Virtual Environments

We recommend that you create a virtual environment (using venv, Conda, uv, Poetry, etc.).

FlyGym is published on the Python Package Index (PyPI). You can use FlyGym using pip directly. If you only care about the basic functionalities:

pip install flygym

Add the warp optional dependency if you want to use the flygym.warp GPU-accelerated backend:

pip install flygym[warp]

Add the examples optional dependency if you want to follow the tutorials:

pip install flygym[examples]

Add the rl optional dependency for reinforcement-learning training (e.g. the muscle imitation tutorial), which installs Gymnasium, Stable-Baselines3, and TensorBoard:

pip install flygym[rl]

You can combine multiple optional dependencies in one command. For example:

pip install flygym[warp,examples,rl]

FlyGym uses uv for package management. Install uv following its official documentation.

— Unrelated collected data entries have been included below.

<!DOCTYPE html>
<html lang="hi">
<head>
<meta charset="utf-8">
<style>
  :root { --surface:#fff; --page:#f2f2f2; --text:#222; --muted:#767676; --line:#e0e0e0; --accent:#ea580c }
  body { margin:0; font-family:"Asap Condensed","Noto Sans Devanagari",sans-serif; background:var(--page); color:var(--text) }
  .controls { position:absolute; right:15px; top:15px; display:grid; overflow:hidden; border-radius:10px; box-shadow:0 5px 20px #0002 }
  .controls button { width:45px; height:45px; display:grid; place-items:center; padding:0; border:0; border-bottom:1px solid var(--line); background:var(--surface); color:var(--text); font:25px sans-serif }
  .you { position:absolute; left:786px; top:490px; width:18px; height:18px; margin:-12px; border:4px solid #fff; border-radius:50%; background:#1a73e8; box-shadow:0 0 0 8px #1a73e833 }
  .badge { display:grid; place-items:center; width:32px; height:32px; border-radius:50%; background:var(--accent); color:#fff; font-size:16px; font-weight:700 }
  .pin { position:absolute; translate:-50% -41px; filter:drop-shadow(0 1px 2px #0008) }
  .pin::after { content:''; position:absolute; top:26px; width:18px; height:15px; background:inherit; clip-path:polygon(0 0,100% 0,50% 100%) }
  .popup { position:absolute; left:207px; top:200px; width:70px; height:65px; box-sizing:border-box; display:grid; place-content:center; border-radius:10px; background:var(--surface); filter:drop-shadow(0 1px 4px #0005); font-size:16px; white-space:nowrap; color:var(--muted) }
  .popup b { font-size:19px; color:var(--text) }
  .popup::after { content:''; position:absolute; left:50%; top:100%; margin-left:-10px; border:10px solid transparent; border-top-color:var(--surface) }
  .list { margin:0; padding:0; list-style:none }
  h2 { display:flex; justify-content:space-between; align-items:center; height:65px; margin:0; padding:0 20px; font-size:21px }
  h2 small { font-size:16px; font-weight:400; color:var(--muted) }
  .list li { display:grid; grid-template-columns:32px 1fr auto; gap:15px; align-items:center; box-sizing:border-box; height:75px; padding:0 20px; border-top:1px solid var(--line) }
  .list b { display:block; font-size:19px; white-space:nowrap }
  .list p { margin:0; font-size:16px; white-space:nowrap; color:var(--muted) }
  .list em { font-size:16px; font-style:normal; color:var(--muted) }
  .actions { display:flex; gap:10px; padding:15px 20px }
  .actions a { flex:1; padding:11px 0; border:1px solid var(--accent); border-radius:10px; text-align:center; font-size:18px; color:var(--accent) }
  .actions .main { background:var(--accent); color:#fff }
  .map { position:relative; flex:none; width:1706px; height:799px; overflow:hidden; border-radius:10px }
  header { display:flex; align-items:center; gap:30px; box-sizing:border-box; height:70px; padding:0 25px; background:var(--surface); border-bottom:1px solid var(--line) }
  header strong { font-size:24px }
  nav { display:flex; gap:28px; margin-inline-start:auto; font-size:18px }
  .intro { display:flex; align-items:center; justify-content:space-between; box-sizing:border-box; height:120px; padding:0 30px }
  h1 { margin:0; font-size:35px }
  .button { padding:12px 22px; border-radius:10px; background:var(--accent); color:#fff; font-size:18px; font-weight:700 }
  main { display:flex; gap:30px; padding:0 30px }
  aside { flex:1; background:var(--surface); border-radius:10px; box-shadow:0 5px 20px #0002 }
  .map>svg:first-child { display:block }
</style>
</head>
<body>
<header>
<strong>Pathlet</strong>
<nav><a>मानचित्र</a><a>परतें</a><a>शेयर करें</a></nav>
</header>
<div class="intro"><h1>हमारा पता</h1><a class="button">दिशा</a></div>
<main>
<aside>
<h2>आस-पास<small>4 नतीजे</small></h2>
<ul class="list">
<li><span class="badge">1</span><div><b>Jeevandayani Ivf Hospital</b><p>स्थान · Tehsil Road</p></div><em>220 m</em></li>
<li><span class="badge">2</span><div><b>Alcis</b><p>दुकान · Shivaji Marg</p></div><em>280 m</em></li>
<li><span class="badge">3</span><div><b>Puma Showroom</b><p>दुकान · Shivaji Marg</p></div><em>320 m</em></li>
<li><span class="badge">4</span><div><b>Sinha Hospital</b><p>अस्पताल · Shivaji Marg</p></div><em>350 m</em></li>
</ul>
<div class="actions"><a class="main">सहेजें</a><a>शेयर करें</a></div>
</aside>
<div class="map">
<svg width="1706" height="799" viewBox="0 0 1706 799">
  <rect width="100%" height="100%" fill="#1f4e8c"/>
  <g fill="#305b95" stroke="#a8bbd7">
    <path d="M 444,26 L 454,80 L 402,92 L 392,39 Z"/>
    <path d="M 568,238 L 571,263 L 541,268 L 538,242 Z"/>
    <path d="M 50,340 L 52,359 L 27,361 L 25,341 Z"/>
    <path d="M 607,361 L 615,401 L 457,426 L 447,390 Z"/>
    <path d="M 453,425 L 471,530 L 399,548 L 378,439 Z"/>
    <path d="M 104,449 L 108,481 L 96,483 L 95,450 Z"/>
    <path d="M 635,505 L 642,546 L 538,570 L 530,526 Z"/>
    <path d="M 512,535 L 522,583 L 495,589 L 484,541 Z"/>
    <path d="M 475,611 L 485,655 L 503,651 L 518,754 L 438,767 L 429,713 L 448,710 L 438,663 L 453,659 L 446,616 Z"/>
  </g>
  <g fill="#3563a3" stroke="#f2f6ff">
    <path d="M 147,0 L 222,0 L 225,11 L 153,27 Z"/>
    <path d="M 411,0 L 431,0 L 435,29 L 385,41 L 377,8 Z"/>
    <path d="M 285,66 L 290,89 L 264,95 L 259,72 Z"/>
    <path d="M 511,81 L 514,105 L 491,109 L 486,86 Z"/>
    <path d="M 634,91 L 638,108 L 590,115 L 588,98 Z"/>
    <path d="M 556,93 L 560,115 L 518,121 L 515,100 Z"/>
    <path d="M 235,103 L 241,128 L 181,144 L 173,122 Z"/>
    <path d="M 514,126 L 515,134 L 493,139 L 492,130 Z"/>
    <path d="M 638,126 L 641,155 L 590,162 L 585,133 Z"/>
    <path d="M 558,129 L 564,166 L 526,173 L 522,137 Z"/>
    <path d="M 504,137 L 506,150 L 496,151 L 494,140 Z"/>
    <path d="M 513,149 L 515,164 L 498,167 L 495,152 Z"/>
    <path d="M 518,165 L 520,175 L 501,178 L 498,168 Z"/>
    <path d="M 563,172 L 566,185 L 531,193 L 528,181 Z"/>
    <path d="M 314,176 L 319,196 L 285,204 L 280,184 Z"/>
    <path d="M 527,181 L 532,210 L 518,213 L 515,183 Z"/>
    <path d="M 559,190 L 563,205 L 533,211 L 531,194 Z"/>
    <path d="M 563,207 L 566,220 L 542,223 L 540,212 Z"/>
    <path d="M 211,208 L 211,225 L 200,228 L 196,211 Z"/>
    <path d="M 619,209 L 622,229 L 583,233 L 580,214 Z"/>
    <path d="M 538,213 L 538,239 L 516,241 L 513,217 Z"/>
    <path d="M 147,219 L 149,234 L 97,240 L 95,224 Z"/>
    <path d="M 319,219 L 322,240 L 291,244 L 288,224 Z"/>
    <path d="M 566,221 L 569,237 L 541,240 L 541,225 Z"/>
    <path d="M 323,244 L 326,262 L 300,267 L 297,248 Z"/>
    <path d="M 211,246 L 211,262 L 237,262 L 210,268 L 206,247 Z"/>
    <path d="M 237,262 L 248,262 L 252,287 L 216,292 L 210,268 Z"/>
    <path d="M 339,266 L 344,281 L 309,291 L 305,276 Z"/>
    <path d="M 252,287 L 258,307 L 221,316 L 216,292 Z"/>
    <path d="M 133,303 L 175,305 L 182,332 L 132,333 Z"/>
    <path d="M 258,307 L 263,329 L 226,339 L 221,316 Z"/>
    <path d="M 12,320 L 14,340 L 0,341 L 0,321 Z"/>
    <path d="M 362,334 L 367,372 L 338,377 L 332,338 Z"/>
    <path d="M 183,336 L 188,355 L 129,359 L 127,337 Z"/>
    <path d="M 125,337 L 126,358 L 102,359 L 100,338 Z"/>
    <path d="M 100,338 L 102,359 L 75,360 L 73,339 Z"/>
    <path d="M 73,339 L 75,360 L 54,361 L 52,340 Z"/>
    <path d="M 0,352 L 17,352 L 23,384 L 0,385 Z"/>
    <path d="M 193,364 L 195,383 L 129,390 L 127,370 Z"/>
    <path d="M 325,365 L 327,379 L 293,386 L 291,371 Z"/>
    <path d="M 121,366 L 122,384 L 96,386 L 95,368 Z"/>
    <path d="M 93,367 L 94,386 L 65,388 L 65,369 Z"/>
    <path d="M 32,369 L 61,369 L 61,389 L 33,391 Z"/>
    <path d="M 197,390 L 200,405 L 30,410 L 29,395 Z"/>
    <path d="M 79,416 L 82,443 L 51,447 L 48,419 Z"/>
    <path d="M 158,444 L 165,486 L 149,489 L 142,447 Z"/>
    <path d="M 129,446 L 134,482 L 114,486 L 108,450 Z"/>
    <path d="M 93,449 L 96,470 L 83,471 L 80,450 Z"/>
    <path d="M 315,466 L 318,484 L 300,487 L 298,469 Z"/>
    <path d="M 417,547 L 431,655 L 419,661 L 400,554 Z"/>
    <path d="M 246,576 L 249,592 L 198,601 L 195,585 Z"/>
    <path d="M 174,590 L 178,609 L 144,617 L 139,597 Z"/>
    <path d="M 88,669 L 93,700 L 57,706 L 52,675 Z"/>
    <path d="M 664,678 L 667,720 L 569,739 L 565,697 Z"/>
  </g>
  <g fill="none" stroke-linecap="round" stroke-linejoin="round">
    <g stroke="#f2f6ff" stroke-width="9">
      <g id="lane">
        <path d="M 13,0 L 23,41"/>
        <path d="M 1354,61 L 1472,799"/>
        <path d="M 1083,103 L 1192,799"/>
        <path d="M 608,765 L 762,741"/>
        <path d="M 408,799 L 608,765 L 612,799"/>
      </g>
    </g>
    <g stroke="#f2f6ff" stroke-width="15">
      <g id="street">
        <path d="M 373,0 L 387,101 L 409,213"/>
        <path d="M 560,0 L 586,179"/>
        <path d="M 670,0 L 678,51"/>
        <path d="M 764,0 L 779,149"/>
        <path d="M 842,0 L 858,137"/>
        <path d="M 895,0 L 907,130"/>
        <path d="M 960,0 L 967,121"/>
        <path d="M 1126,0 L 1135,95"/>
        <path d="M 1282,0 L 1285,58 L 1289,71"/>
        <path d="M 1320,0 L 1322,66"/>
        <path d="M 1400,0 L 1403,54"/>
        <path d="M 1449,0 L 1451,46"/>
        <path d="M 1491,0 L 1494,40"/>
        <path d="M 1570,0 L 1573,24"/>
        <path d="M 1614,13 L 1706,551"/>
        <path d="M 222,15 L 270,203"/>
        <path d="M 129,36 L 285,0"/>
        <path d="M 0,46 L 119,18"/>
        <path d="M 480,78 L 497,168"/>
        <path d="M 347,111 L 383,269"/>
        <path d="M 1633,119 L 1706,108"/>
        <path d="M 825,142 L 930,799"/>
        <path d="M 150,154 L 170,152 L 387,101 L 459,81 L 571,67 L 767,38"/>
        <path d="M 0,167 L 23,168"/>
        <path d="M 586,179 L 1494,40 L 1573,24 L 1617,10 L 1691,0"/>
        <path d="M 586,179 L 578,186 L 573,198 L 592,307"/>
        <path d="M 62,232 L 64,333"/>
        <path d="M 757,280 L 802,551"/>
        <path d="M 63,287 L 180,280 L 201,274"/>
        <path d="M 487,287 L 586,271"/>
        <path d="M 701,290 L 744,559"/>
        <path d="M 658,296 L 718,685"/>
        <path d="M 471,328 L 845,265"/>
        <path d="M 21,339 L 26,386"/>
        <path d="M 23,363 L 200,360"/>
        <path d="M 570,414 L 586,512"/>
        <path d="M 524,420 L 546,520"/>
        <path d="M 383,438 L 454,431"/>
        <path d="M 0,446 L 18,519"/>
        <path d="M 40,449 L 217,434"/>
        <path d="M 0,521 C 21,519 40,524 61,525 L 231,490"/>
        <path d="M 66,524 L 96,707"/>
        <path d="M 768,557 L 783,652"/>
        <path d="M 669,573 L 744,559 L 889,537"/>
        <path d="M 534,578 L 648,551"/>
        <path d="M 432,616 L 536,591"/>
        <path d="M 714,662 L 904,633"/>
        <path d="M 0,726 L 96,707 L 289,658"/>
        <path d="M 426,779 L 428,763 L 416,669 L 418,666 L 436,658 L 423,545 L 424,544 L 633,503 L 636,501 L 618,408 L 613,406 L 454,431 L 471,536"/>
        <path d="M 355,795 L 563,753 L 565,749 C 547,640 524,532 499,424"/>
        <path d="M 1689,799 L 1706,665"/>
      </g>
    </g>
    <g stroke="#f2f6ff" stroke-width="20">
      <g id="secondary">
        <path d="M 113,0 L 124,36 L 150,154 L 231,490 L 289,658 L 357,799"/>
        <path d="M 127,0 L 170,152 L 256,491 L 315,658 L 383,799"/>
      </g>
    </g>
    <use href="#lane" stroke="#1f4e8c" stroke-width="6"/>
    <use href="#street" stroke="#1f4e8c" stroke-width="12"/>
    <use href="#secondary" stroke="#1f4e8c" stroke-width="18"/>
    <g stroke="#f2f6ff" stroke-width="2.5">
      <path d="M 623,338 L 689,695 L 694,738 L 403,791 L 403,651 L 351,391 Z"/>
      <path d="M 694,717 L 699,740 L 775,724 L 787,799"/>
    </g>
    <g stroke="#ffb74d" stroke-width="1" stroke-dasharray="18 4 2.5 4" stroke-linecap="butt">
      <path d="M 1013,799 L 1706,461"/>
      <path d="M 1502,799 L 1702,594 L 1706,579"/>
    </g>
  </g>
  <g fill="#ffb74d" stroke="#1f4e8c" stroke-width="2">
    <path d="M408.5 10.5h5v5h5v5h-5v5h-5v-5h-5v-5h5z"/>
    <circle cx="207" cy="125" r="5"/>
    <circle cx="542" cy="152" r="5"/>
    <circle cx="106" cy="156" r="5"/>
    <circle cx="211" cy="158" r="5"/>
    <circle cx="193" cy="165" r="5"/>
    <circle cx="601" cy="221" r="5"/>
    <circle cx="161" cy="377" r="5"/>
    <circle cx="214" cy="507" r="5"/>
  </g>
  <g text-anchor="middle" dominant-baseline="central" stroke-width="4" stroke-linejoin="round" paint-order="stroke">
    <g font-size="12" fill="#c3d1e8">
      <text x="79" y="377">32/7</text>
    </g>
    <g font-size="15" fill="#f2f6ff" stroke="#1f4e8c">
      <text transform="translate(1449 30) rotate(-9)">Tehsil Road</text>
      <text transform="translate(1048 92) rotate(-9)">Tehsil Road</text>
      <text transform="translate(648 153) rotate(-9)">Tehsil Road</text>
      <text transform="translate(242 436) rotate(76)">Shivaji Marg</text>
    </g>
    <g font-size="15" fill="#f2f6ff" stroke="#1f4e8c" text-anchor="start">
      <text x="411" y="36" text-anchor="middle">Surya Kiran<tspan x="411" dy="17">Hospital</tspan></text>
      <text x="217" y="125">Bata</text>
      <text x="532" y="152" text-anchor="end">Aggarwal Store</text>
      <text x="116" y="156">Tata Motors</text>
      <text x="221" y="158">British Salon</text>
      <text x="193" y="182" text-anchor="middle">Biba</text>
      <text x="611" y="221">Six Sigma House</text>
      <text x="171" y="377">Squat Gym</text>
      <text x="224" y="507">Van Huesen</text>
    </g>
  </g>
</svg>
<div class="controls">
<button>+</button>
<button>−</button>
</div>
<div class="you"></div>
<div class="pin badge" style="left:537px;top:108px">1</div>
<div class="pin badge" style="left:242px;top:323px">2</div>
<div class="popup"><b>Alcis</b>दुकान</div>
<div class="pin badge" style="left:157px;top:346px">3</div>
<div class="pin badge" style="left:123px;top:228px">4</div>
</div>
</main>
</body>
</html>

Clone the FlyGym repository:

git clone git@github.com:NeLy-EPFL/flygym.git
cd flygym

Then install using uv. The following installs all optional dependencies, but you can

  • remove --extra warp if you don't care for GPU acceleration, or if you don't have a NVIDIA GPU (e.g., you're on a Mac),
  • remove --extra dev if you don't care for development tools (e.g., unit testing, automatic doc generation), or
  • remove --extra examples if you don't care for running the tutorials.
uv sync --extra warp --extra dev --extra examples

Note

Developers should also install the nbstripout filter, which removes bulky Jupyter Notebook outputs upon git add (without touching the actual files—the outputs are only removed in the version-controlled files). Note that this does not integrate well with IDEs, so you should run git add <files> in command line instead of using, for example, the GUI in VS Code.

source .venv/bin/activate
nbstripout --install --attributes .gitattributes

Profiling FlyGym simulations

For instructions on CPU/GPU performance profiling (including the nsys prerequisite), see the Performance profiling guide.

FlyGym is published as a Docker image on Docker Hub. The image comes with all optional dependencies pre-installed and EGL rendering pre-configured, making it suitable for headless servers.

Pull the latest image:

docker pull nelyepfl/flygym

Or pull a specific version (e.g., v2.0.2):

docker pull nelyepfl/flygym:v2.0.2

Start an interactive shell inside the container:

docker run -it nelyepfl/flygym

To share files between your host machine and the container, mount a local directory:

docker run -it -v /path/to/your/work:/root/work nelyepfl/flygym

The FlyGym source code is located at /root/flygym inside the container. The virtual environment is managed by uv; activate it with:

source /root/flygym/.venv/bin/activate

You can run the tutorials in Google Colab without installing anything locally. Every tutorial notebook (excluding text-only ones) has an "Open in Colab" badge at the top:

Open In Colab

Colab is slow

Execution on Colab can be up to ~50× slower than on a local machine or dedicated GPU, depending on the resources Colab makes available at the time. Use Colab only for testing and following along with the tutorials—not for production runs or benchmarking.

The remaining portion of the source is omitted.